И вот – со стороны Григорьевского моста видна тянущаяся жирной чёрной змеёй процессия. Чуть ближе – и видна русская тройка с каретою черной, на солнце блистающей. За нею – стяги и штандарты армейские с крестами да змеиными языками-флажками. Гольц едет, жених ненаглядный армановский.
Но что это? По улице Марьяновке, что к площади притекает, едет другая процессия. Маман непонимающе смотрит вдаль, потом раздражённо выхватывает у девки бумагу с приглашёнными, смотрит туда, потом сызнова на процессию. Незвано приехали ли? Не знаю таких. По виду – не ростовщики какие-то. Вон карета какова. Да не одна.
А по третьей-то улице и Арманов с дочерью подъезжает, сам весь франтом, сапоги со скрипом, фуражка с околышем на затылок сдвинута, как только не падает.
Вот и встретились единовременно. Выходит Арманов, по-учёному руку Катюше подаёт, та выходит как тень.
Со второй процессии выходит де Гольц. И паж, прежде чем тот пройдет по мостовой к Катюше, раскатывает перед ним, суетясь, ковровую дорожку.

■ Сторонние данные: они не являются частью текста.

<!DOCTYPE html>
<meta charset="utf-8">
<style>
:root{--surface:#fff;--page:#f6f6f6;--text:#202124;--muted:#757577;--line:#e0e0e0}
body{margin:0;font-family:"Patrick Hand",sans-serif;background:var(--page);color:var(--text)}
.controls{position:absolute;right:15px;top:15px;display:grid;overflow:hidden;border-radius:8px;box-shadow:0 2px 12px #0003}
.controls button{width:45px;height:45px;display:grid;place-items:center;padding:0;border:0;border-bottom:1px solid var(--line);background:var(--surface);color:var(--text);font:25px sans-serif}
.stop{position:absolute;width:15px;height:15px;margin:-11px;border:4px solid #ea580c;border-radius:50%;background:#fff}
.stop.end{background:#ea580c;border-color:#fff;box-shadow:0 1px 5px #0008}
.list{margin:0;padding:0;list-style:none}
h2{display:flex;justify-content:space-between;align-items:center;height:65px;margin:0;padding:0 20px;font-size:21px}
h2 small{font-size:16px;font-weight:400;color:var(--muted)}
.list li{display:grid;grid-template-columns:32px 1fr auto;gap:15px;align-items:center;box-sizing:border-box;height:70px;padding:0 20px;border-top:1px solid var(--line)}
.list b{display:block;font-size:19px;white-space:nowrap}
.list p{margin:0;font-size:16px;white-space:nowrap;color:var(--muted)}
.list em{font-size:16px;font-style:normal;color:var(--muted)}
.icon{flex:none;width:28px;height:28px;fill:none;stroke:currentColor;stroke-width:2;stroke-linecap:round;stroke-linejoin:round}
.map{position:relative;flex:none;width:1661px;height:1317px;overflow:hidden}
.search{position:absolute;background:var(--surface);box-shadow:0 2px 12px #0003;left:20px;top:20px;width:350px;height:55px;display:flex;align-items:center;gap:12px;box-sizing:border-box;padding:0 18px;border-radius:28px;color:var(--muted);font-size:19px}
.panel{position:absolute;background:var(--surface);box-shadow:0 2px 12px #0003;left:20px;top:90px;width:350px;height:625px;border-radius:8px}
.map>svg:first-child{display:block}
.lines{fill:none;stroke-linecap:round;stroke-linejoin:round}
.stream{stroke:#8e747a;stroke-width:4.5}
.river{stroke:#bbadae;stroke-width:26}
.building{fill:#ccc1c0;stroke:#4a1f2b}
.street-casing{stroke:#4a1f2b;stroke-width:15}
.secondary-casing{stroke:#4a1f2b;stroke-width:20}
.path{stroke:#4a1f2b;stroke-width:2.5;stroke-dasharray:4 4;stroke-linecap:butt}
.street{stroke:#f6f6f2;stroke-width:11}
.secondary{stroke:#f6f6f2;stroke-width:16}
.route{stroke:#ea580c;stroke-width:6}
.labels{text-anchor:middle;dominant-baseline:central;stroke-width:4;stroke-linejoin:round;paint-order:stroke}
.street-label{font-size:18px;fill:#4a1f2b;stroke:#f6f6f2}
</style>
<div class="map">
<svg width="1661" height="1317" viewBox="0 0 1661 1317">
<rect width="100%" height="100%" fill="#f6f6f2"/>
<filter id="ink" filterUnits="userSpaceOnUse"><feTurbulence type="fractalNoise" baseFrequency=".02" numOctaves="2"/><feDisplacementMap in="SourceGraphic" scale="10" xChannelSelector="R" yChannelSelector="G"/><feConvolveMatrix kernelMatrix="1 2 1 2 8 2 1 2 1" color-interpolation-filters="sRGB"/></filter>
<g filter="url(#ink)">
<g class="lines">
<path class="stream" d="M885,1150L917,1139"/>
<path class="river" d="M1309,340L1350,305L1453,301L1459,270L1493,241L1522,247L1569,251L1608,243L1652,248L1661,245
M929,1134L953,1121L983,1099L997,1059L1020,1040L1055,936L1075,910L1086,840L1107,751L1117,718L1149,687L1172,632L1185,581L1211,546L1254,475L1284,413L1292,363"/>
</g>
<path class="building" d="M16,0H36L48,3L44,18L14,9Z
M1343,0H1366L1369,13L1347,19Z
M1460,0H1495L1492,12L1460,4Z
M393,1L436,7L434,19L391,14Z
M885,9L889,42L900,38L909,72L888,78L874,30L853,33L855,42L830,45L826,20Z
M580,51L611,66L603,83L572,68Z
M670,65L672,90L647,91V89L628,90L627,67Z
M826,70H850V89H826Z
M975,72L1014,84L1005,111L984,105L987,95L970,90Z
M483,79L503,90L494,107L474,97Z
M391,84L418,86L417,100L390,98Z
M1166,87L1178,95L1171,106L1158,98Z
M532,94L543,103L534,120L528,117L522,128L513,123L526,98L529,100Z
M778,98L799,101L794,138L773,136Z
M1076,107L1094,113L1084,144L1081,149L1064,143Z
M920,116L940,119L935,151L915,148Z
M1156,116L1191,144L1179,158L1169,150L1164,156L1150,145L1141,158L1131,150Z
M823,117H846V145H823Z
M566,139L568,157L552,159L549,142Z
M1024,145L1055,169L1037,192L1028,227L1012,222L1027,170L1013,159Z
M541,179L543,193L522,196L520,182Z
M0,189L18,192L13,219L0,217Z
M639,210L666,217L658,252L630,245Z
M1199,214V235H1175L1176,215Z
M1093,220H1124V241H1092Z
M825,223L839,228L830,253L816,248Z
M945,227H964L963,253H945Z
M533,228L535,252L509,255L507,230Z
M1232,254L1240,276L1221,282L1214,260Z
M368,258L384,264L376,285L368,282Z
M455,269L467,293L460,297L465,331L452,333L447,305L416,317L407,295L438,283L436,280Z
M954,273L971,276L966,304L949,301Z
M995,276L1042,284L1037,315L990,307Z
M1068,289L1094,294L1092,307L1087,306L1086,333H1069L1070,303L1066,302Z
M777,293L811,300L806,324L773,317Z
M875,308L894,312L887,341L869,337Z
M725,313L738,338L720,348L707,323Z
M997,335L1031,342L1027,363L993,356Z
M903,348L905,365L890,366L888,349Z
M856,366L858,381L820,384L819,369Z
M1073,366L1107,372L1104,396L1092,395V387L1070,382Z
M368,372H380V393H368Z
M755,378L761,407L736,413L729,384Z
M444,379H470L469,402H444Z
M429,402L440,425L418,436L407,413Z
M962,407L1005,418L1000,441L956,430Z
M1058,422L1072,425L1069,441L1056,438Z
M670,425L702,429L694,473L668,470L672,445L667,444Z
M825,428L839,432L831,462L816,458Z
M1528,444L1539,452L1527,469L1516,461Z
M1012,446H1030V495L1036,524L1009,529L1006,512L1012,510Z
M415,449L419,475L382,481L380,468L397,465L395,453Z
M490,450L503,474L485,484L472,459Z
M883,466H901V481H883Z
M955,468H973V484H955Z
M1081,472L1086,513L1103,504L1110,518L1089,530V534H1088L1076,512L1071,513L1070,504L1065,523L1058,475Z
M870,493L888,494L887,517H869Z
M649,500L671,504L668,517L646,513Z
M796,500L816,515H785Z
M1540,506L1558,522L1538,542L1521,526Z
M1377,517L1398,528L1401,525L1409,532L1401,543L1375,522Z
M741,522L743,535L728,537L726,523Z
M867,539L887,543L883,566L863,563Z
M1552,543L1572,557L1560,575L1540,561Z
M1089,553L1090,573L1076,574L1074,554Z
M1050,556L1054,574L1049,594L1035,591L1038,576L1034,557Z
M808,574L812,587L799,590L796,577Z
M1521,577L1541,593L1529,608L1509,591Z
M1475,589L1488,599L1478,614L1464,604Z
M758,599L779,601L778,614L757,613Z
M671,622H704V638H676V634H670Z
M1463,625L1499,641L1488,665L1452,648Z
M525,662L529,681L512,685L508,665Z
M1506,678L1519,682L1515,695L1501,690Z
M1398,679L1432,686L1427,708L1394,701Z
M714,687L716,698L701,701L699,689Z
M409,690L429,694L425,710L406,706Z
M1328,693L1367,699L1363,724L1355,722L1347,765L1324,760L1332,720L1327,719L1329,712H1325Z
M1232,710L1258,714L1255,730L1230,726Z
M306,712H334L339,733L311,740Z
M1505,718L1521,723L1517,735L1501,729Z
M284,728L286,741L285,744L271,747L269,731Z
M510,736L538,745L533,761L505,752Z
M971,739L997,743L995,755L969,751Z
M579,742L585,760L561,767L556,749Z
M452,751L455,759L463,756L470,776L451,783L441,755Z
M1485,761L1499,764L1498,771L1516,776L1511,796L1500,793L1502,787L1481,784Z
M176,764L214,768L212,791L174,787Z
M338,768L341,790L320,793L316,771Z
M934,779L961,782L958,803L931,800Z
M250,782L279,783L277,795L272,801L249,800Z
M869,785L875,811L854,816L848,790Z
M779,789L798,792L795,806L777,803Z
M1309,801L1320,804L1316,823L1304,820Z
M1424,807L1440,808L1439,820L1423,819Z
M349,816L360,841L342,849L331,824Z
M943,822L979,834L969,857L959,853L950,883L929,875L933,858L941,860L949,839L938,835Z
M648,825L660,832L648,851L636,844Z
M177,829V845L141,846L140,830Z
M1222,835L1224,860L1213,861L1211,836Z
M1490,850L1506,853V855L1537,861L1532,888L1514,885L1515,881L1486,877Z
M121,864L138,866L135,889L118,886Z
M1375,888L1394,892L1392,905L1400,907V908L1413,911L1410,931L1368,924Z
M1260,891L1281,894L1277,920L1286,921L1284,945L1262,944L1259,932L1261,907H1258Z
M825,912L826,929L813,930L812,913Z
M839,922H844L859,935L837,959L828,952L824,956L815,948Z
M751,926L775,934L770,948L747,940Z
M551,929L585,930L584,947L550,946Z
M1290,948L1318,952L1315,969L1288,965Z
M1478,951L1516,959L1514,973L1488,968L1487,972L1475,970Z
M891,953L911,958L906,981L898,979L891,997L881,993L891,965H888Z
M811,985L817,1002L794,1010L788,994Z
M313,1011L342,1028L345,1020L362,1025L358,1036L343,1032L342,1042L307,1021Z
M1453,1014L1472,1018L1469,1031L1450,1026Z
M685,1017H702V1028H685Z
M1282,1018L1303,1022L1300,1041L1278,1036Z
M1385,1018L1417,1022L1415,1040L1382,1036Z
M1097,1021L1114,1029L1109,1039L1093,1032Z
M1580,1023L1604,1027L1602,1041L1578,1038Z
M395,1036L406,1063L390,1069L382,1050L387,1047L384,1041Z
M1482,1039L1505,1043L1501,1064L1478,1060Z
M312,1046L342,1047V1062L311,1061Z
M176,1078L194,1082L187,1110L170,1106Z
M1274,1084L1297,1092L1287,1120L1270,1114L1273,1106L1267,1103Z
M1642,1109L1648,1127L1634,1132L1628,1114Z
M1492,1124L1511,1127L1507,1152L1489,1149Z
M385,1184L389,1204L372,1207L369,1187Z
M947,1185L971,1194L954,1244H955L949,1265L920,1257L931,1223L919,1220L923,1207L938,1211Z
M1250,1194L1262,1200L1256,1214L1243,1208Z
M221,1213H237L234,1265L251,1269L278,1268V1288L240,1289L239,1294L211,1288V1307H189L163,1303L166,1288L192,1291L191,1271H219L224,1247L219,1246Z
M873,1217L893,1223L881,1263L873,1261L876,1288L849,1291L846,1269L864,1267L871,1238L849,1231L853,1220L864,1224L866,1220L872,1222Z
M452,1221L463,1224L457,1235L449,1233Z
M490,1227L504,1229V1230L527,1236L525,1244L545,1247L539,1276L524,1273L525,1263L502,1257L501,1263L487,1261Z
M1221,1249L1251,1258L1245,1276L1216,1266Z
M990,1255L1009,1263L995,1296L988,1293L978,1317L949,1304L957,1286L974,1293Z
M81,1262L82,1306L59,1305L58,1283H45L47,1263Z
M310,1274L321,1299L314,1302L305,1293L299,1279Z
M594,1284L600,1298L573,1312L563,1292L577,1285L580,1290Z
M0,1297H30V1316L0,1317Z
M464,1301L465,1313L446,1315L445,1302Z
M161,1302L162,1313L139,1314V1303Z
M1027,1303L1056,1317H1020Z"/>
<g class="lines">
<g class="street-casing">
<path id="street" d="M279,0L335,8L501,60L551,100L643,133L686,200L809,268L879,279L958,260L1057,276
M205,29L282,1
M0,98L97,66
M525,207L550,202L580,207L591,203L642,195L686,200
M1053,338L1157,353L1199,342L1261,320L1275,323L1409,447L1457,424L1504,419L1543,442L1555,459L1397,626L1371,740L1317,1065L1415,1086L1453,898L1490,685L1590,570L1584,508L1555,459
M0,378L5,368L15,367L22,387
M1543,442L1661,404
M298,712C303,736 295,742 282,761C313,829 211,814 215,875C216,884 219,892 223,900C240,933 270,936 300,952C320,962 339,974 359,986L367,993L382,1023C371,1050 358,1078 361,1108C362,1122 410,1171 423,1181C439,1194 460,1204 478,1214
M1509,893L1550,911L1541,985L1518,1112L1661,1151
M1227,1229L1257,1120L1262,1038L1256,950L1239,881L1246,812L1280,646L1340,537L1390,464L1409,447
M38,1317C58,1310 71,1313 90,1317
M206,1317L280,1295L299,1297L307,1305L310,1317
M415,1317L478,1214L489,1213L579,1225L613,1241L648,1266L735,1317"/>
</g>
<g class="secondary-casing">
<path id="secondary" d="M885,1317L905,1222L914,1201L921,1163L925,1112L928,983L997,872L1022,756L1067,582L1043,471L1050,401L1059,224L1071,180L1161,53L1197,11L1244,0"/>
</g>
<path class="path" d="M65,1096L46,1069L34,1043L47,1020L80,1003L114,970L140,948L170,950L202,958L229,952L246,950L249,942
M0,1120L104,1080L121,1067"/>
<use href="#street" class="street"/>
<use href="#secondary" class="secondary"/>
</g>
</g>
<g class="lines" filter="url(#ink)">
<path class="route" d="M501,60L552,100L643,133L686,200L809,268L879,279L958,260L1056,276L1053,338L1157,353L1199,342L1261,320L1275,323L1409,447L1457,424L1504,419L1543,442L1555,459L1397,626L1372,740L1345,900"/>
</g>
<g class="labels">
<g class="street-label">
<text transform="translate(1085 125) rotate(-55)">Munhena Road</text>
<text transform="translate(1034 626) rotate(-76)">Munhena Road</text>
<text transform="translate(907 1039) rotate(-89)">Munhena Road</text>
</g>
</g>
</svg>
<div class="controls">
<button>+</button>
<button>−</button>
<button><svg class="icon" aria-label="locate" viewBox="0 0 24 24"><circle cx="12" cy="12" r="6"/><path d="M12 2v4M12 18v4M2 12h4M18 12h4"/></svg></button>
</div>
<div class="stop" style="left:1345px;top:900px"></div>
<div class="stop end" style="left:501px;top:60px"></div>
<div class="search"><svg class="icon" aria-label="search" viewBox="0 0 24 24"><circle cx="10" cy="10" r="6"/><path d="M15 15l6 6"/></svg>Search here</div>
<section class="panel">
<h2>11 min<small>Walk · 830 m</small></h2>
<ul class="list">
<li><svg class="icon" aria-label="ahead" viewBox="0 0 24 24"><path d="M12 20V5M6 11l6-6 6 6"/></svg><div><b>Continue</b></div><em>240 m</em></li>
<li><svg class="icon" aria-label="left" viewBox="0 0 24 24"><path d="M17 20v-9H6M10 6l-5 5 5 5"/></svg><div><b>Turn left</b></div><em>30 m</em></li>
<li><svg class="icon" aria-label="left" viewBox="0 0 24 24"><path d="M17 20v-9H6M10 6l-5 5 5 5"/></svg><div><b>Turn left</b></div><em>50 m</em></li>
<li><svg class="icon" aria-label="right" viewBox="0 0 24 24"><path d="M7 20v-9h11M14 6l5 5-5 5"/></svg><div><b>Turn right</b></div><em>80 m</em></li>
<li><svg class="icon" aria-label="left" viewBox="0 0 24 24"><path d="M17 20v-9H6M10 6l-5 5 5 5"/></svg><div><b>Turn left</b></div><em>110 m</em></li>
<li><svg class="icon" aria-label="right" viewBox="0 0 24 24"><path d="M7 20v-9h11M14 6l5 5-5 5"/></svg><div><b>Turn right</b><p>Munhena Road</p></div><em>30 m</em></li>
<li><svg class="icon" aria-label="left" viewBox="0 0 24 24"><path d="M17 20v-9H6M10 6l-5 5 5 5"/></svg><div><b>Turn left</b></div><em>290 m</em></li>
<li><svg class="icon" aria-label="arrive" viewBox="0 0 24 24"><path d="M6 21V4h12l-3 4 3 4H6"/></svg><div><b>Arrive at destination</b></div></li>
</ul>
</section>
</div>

А с третьей процессии выходят такие люди, от которых Арманова прошиб холодный пот и закружилась голова.
Первым вышел из кареты галерейщик царский, Татаринов Степан Аркадьевич, вышел и встал, ничего не говоря. Опёрся на трость.
Из следующей кареты, в сопровождении пажа в красно-зелёных одеждах, вышел лощёный важный господин с тяжёлым взглядом. Лицо и звание его было неизвестно ни Арманову, который стоял, словно удар его хватил, ни маман, что растерянно оглядывалась – жандармов звать али за стол приглашать.
Господин подошёл к Татаринову и бросил ему фразу на испанском. И стал разглядывать Арманова и Катюшу.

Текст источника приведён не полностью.